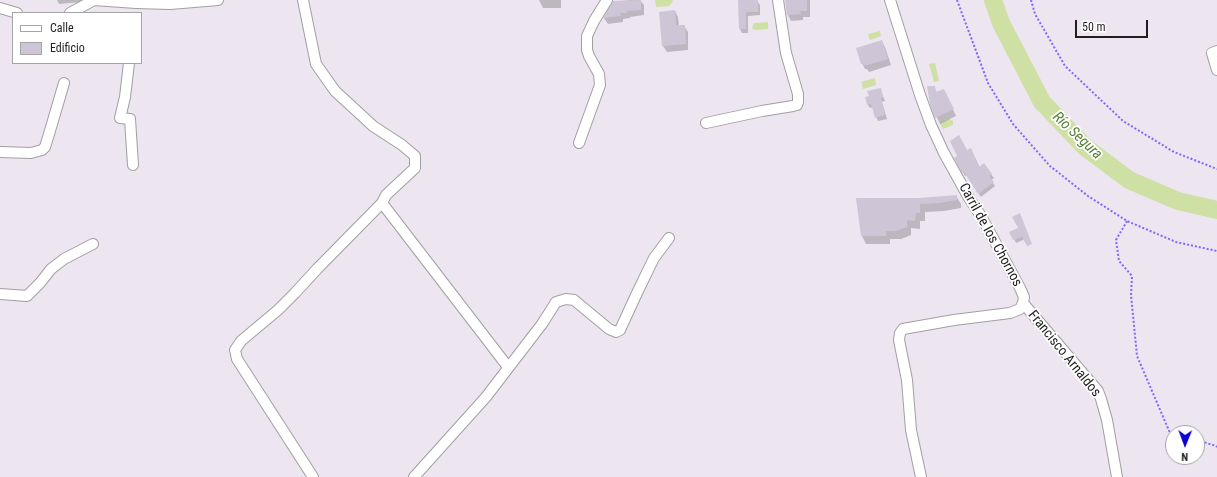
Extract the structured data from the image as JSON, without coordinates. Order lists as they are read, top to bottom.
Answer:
....
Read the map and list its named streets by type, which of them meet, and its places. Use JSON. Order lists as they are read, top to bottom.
....
Every line containing the string "Order" in the entries should be counted; give the resulting number and nothing else.

2